The City of Pasadena’s 2011 Integrative Water Resources Plan contains an estimate of how much each of Chou’s advocated conservation measures would cost and how much water each measure could produce, as shown below:
City of Pasadena Water Supply and Conservation Options
|Supply Measure||Percent of Water Potentially Produced||Range of Cost Per Acre Foot of Water|
|1. Conservation||21% to 38%||$545 to $787|
|2. Local Surface Water Reservoirs||0.5% to 6.7%||$1,200 to $1,650|
|3. Recycled Water||1.2% to 12.2%||$946 to $3,126|
|4. Imported Water||6.3% to 93.8%||$811 to $1,404|
|6. Stormwater Capture||0.1% to 0.2%||$4,914 to $46,080|
|7. Ocean Desalination||15.6%||$2,650|
|Data Source: City of Pasadena Integrated Water Resource Plan, 2011|
To give an idea of how unrealistic Chou’s proposals are let’s consider Stormwater Capture, which would produce miniscule water (0.1 to 0.2%) at a cost up to 32 times the cost of imported water; or 58 times the cost of reducing outdoor watering! Reducing outdoor watering is the most cost effective option during drought. But once again assigning watering days results in 25 percent over-watering as pointed out above. And imported water, when available, can produce up to 93.8 percent of the City’s needs at a cost competitive with conservation.
The Metropolitan Water District’s (MWD) turf removal program for replacing all lawns in Pasadena’s 25,374 single-family-detached homes at $2 per square foot, and assuming 2,000 to 3,600 per square foot irrigated area per home, and a 28 percent water reduction mandate, would cost $28,418,880 to $51,153,984. Replacing lawns for 25 percent of Southern California’s homes would cost $4.045 to $7.28 billion. In a Feb. 25, 2015 Drought Response Workshop, Grace Chan, Resources and Planning Manager for MWD, stated that its turf removal program was conducted mainly for visual effects.

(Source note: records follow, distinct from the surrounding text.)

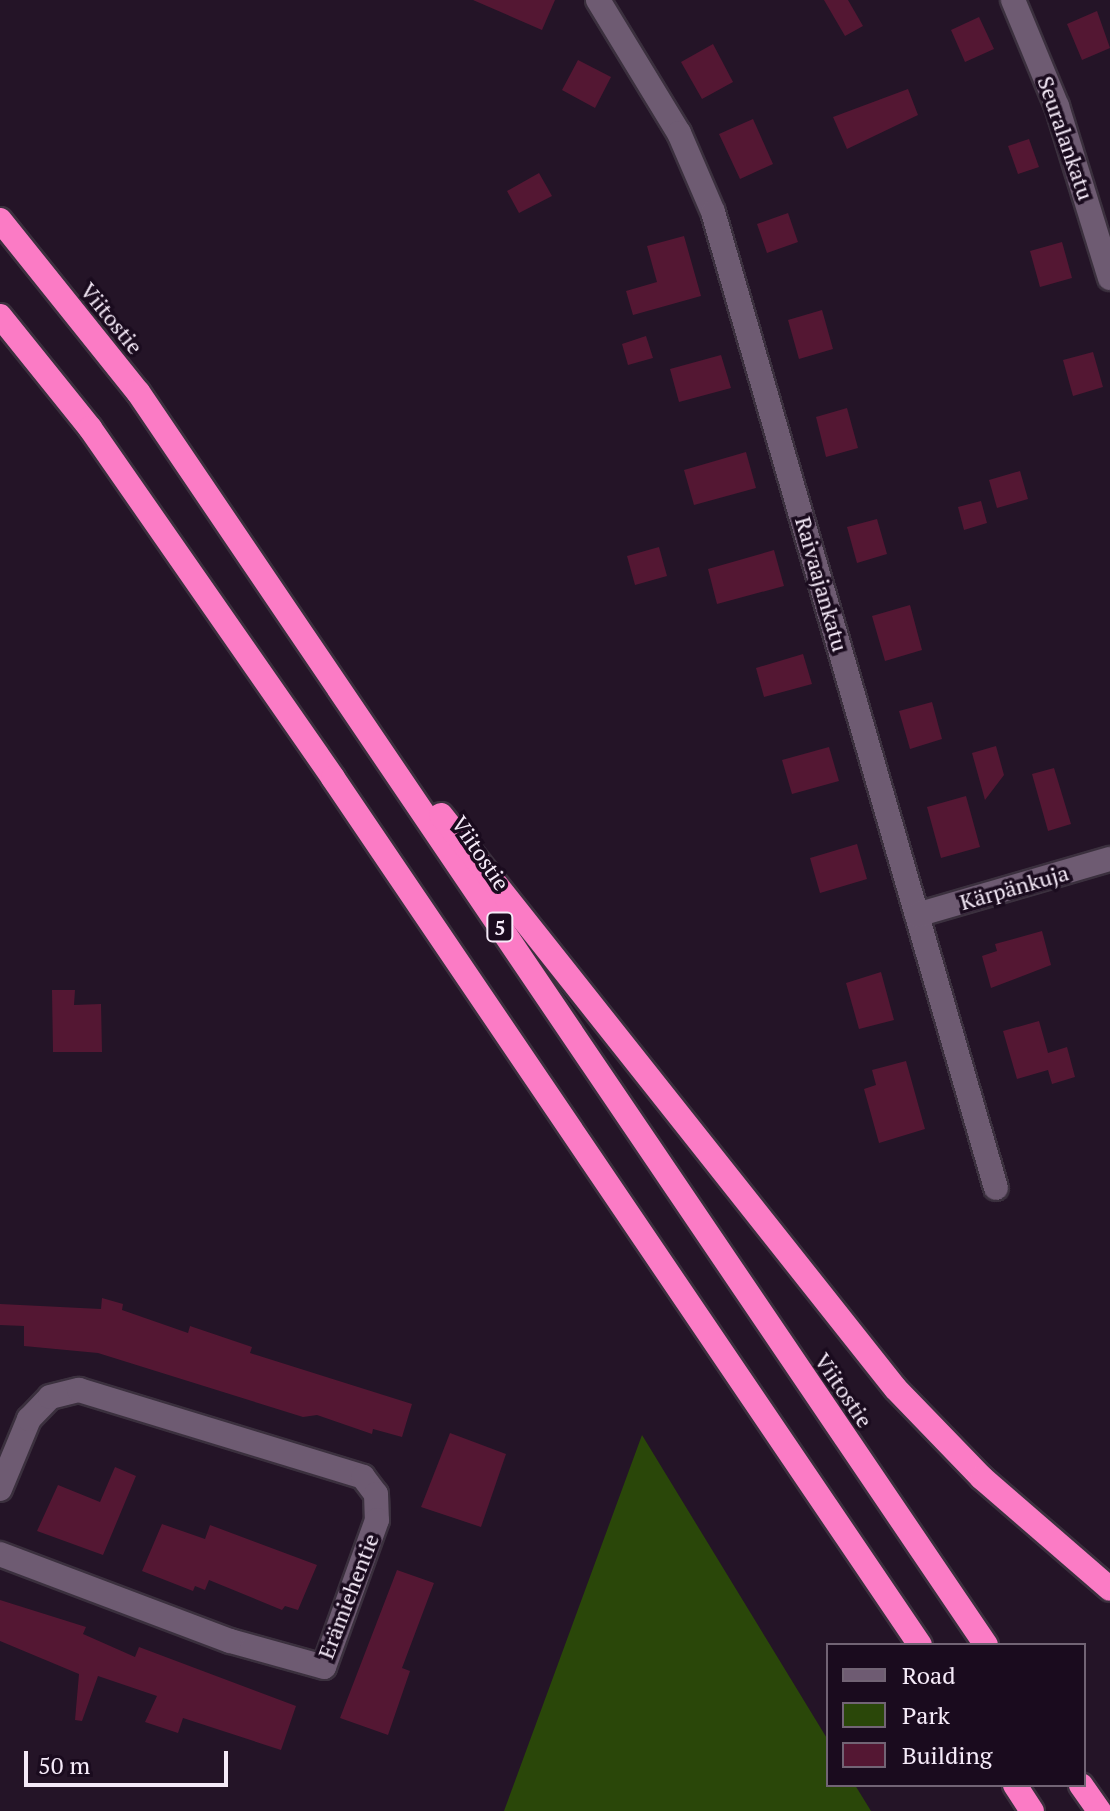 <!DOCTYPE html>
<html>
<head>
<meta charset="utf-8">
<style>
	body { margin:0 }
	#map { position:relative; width:1110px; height:1811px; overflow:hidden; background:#241427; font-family:"PT Serif",serif }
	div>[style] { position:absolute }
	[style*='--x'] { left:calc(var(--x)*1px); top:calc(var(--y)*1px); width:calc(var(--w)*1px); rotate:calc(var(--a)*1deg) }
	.green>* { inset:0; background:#2a4709 }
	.building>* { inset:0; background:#541733 }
	.roads { filter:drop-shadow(2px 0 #3b303e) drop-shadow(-2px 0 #3b303e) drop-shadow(0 2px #3b303e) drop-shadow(0 -2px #3b303e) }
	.minor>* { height:24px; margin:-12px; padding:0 12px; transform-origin:12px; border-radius:12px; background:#6e5b72 }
	.highway>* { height:24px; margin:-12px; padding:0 12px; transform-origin:12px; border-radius:12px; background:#fb7bc5 }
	span { translate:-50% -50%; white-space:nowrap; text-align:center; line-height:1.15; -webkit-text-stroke:7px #1a0b1e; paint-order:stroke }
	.shield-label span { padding:2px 6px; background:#1a0b1e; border:2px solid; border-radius:6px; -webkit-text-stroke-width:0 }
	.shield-label { font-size:20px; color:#f5eaf8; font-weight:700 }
	.street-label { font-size:22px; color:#f5eaf8 }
	.legend { position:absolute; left:826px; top:1643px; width:260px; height:144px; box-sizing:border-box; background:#1a0b1e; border:2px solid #726475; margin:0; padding:10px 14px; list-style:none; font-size:24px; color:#f5eaf8 }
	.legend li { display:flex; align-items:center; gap:16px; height:40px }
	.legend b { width:40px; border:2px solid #726475 }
	.scale { position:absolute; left:24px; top:1751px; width:204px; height:36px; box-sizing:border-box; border:4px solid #f5eaf8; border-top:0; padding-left:10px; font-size:24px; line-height:28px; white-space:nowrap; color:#f5eaf8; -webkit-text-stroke:6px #1a0b1e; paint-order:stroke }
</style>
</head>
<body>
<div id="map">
	<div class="green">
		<div style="clip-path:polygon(642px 1435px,828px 1740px,828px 1785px,855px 1785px,871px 1811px,504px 1811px)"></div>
	</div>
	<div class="building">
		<div style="clip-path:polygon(473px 0,555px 0,542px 30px)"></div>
		<div style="clip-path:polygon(824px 0,848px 0,863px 26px,845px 36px)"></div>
		<div style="clip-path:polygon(1097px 11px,1110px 48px,1082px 60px,1067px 24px)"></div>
		<div style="clip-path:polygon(979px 17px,994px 49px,965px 62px,951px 30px)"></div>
		<div style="clip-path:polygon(713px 44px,733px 82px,702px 99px,681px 62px)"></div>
		<div style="clip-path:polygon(578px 60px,611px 77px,595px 108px,562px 90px)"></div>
		<div style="clip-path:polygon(908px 89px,918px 115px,847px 149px,833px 117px)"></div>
		<div style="clip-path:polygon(753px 119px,773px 164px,740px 179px,719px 134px)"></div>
		<div style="clip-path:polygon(1029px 139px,1039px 167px,1018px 174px,1008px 146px)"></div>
		<div style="clip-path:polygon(539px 173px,552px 196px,519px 213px,507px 191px)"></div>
		<div style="clip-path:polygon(788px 213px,798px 242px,767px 253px,757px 224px)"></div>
		<div style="clip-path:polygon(684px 236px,701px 296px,633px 315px,626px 291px,657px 282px,647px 246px)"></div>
		<div style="clip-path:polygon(1062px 242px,1072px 278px,1040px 287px,1030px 251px)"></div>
		<div style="clip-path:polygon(822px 310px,833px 349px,799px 359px,788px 320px)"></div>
		<div style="clip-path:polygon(646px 336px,653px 358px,628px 365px,622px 344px)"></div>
		<div style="clip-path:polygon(1093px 352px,1103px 387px,1073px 396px,1063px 360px)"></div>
		<div style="clip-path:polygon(721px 355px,731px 388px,679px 402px,670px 369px)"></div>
		<div style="clip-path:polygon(847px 408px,858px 448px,826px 457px,816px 417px)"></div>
		<div style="clip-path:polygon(746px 452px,756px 488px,694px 505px,684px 470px)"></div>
		<div style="clip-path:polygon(1020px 471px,1028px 499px,997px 508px,989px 480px)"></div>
		<div style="clip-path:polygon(981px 501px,987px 523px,964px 530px,958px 507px)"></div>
		<div style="clip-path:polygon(877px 519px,887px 554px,857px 563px,847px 527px)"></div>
		<div style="clip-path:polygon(659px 547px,667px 576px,635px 585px,627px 556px)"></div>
		<div style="clip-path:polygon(774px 550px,784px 586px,717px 604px,708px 569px)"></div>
		<div style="clip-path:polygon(910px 605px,922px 650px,885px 661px,872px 616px)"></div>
		<div style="clip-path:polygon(803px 654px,812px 684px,764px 697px,756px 668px)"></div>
		<div style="clip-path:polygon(932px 702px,942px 739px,910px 749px,899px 711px)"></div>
		<div style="clip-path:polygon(996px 746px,1004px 775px,985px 800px,972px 753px)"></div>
		<div style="clip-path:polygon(829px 747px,839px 781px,792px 794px,782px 760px)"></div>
		<div style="clip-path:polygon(1054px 768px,1071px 824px,1048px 831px,1032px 774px)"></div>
		<div style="clip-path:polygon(966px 796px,980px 847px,941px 858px,927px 807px)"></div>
		<div style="clip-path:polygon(857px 844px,867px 879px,820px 893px,810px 858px)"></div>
		<div style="clip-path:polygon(1042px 931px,1051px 965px,991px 988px,982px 956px,997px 951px,995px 944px)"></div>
		<div style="clip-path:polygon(881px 972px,894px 1020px,859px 1029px,846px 983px)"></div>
		<div style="clip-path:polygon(52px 990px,75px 990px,74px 1005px,101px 1004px,102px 1052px,53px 1052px)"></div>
		<div style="clip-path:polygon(1039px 1021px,1048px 1053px,1067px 1047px,1075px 1077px,1052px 1084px,1048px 1070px,1017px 1079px,1003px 1031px)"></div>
		<div style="clip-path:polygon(906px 1061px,925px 1129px,879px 1143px,864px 1089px,876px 1085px,872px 1070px)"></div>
		<div style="clip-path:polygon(102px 1298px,123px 1304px,122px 1310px,188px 1333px,190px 1326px,252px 1347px,250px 1353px,412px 1404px,402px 1437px,373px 1429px,372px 1434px,317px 1415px,303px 1417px,98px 1353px,24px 1346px,24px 1326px,0 1325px,0 1304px,101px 1309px)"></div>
		<div style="clip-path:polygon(450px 1433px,506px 1454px,481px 1527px,421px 1507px)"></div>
		<div style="clip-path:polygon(115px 1467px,136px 1476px,103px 1555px,37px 1531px,58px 1485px,100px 1502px)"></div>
		<div style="clip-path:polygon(162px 1524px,205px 1539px,210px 1525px,317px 1565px,298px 1610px,285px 1606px,282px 1610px,209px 1580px,205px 1590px,195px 1586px,193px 1591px,142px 1571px)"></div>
		<div style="clip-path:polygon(397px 1570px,434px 1583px,402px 1668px,410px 1671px,388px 1735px,340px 1718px)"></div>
		<div style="clip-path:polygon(0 1600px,86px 1627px,83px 1634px,135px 1657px,139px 1647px,296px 1706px,281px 1750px,183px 1718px,178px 1733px,145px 1722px,157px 1696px,98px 1676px,82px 1721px,75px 1720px,79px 1674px,0 1641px)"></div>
	</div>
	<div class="roads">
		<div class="minor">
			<div style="--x:598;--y:0;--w:156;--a:58.7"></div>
			<div style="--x:679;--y:133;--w:86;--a:66.7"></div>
			<div style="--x:713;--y:212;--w:1016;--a:73.83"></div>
			<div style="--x:1013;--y:0;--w:115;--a:67.5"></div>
			<div style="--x:1057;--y:106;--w:180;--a:72.9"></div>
			<div style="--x:917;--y:915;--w:201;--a:-16.2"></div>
			<div style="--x:0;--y:1489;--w:76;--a:-67.5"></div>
			<div style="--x:29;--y:1419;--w:30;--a:-46"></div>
			<div style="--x:50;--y:1397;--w:30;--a:-14"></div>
			<div style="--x:79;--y:1390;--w:297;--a:17"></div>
			<div style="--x:363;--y:1477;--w:21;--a:53"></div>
			<div style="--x:376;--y:1494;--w:26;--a:88"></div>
			<div style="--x:377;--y:1520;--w:156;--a:109.8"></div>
			<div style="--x:324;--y:1667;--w:98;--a:-164.5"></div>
			<div style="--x:230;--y:1641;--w:246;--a:-159.3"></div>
		</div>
		<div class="highway">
			<div style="--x:0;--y:220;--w:221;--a:51.3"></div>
			<div style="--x:138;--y:392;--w:1513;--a:55.91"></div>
			<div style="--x:0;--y:316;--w:144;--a:51.2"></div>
			<div style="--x:90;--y:428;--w:426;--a:55.2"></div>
			<div style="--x:333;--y:778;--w:1047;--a:55.9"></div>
			<div style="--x:441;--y:815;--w:732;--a:51.6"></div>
			<div style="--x:896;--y:1389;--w:124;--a:46"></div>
			<div style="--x:982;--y:1478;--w:169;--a:40.9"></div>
			<div style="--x:1015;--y:1785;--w:31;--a:57"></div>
			<div style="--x:1081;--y:1785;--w:32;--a:55"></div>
		</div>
	</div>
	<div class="shield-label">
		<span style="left:500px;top:927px">5</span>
	</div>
	<div class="street-label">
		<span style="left:1066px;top:138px;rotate:71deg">Seuralankatu</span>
		<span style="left:112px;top:318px;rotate:51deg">Viitostie</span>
		<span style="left:822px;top:584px;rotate:74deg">Raivaajankatu</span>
		<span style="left:481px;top:853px;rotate:56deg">Viitostie</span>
		<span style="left:1014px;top:887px;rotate:-16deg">Kärpänkuja</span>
		<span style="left:844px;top:1390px;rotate:56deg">Viitostie</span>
		<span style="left:348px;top:1596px;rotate:-69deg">Erämiehentie</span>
	</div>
	<ul class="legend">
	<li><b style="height:10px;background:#6e5b72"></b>Road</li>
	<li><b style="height:22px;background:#2a4709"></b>Park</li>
	<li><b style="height:22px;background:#541733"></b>Building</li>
	</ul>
	<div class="scale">50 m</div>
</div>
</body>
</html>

During drought conditions, there is no other urban option except for curtailing outdoor watering. Turf removal, recycled water, gray water, stormwater, and desalination take too long to implement in a drought and are not cost-effective in the short or long term.
A “diverse portfolio of water supplies – as opposed to a relying solely on a single source of water like the Delta or groundwater” results in “being better positioned to handle drought” says Chou. But the only water self-reliant cities in Southern California rely on 100% groundwater! Moreover, how are farmers going to diversify their water portfolio other than by conservation when they have already spent $2 billion in the last few years for drip irrigation systems?

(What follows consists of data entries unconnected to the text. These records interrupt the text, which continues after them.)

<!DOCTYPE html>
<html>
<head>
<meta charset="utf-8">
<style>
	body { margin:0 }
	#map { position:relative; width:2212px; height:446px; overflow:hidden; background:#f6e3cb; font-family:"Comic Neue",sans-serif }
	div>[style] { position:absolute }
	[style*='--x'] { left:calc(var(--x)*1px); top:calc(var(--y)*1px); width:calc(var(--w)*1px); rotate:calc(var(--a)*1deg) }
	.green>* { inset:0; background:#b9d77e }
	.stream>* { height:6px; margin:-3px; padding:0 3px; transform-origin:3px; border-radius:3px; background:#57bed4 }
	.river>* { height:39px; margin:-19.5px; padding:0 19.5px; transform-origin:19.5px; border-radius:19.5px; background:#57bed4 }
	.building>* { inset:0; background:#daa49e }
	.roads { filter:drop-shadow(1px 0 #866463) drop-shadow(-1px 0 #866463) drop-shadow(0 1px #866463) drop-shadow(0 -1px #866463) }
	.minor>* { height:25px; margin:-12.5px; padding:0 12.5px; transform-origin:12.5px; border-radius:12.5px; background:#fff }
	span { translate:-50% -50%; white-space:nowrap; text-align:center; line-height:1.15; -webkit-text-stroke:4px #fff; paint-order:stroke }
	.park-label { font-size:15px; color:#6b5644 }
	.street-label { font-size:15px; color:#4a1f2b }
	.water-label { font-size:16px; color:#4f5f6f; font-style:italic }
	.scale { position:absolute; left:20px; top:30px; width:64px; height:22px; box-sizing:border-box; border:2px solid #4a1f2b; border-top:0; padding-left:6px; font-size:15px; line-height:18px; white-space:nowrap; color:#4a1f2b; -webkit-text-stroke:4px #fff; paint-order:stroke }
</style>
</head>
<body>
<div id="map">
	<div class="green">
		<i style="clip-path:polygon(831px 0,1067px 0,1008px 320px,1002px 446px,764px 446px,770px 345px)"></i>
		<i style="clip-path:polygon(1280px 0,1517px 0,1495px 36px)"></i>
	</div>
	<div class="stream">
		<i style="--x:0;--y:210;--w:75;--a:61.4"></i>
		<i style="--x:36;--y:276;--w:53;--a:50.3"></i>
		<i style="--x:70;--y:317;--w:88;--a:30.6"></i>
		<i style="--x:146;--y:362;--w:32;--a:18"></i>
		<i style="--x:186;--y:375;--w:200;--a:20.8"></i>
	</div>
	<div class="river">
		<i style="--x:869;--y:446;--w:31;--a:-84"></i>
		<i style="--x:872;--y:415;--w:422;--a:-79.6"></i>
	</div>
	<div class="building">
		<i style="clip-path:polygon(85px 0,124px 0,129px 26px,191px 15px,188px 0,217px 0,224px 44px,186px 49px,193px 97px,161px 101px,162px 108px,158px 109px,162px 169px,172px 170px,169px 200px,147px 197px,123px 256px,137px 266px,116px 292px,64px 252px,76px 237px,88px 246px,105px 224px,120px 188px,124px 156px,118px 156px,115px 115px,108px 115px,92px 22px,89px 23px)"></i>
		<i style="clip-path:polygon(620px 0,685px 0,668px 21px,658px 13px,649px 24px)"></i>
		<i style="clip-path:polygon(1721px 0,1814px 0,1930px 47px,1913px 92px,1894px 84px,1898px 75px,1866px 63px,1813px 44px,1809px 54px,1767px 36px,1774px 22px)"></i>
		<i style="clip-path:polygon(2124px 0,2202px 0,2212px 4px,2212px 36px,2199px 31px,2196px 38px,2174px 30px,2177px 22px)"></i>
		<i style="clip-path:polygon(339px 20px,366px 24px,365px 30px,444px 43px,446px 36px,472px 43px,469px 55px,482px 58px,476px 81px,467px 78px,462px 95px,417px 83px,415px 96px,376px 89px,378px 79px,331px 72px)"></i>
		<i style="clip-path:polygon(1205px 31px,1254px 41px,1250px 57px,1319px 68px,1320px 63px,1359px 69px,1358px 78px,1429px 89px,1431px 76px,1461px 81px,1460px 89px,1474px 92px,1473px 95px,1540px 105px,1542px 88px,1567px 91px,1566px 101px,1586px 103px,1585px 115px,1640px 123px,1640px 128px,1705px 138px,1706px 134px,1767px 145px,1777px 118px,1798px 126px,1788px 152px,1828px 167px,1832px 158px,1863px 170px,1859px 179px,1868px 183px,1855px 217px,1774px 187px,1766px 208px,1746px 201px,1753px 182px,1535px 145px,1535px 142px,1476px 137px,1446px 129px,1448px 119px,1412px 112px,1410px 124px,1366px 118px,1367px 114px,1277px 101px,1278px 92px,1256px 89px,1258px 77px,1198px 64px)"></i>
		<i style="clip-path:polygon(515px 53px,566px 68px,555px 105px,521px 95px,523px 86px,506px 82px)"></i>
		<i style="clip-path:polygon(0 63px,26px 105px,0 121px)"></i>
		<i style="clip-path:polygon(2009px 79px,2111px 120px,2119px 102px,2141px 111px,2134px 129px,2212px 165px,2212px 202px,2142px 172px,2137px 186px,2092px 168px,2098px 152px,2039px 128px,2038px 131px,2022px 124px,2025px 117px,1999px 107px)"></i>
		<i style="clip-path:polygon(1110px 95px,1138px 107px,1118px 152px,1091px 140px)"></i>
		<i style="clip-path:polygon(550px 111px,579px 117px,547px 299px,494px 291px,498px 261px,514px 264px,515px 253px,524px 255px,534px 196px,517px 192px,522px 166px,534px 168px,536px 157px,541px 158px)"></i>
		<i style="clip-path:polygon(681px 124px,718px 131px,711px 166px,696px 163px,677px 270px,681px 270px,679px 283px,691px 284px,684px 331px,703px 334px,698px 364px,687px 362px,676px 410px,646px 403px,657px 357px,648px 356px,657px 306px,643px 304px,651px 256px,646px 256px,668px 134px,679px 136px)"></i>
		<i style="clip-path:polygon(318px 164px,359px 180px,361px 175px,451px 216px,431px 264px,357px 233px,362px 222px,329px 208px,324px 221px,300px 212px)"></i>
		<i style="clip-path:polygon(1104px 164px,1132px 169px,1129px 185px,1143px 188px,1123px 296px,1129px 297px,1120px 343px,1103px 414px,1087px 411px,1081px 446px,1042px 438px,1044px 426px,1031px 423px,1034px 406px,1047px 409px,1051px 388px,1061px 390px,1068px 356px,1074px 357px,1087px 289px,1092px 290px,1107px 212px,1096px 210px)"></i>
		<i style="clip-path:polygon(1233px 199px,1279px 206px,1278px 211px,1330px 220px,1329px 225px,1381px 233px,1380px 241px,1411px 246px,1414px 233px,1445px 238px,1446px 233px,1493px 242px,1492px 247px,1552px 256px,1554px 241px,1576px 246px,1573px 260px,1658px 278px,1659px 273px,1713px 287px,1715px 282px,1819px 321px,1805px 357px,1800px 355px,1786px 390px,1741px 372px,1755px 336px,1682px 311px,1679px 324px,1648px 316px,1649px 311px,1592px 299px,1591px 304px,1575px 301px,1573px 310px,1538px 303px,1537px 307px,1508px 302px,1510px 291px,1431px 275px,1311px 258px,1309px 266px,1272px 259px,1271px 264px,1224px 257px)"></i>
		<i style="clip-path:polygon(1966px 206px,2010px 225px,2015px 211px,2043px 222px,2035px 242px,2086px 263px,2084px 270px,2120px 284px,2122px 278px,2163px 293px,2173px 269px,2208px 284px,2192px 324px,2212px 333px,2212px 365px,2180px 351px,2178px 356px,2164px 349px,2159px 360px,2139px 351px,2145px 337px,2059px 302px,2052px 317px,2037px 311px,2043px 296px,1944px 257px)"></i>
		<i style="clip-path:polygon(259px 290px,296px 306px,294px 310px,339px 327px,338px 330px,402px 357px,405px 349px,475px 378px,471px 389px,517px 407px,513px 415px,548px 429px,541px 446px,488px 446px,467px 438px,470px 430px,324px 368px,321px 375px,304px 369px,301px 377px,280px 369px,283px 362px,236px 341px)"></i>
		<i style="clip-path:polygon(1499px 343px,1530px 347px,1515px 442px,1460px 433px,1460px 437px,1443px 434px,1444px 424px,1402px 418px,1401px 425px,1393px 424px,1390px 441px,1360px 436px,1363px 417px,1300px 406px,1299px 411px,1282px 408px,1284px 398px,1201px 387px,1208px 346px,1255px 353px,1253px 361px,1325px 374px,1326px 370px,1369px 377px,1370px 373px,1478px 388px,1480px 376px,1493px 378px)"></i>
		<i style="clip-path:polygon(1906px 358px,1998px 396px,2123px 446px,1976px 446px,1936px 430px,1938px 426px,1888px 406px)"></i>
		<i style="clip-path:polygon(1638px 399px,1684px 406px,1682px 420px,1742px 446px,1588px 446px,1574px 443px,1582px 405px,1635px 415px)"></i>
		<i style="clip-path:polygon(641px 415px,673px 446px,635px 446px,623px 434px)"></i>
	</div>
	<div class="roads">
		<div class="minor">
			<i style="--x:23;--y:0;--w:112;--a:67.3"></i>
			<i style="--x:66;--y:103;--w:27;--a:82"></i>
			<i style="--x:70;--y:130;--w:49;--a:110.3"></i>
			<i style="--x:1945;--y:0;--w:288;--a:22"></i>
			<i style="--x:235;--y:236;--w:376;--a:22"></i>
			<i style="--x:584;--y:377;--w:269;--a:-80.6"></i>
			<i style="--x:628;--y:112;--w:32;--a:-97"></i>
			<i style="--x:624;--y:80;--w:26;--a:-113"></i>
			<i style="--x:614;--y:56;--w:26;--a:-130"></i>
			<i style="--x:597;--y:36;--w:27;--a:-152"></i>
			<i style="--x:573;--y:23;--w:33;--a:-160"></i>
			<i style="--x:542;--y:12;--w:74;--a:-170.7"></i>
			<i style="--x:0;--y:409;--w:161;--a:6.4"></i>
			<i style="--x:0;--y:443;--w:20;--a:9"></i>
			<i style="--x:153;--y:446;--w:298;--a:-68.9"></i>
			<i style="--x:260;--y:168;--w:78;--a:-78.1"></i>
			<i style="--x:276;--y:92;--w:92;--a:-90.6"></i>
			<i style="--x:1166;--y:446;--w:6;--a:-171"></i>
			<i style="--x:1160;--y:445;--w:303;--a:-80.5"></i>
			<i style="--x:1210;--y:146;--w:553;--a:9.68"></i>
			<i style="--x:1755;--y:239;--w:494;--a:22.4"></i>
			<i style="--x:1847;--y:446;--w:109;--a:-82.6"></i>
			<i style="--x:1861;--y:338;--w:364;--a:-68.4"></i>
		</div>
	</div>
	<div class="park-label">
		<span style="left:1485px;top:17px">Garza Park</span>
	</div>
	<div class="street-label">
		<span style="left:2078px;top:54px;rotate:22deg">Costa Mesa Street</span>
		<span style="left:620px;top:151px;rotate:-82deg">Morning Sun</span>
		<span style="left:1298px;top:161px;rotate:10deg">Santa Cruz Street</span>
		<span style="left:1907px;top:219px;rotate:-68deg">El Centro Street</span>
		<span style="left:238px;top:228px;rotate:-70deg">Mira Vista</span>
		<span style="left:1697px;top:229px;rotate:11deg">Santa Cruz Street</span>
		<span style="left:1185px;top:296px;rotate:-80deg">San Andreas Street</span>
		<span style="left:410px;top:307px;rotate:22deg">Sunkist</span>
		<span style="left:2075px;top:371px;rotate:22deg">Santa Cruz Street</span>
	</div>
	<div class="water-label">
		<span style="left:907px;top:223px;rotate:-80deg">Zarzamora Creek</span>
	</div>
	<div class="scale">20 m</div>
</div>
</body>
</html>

Nature makes drought; man makes water shortages. Government water conservation policies, misinformed by the environmentalist ideology of the NRDC, are worsening the water shortage.
If we had to build the Colorado River Aqueduct or California State Water Project over again we couldn’t, due to environmental lawsuits and water conservation policies that would roll back California to pre-1900 living standards. Outdoor landscaping merely transfers the “environment” to one’s front yard.
And Californians need to be reminded that it was the bogus NRDC lawsuit over the Delta Smelt fish that resulted in the 2007–2010 man-made water shortage.
Wayne Lusvardi worked 20 years for a large, regional water agency in Southern California. He writes on water and energy policy for Calwatchdog.com and MasterResource.org.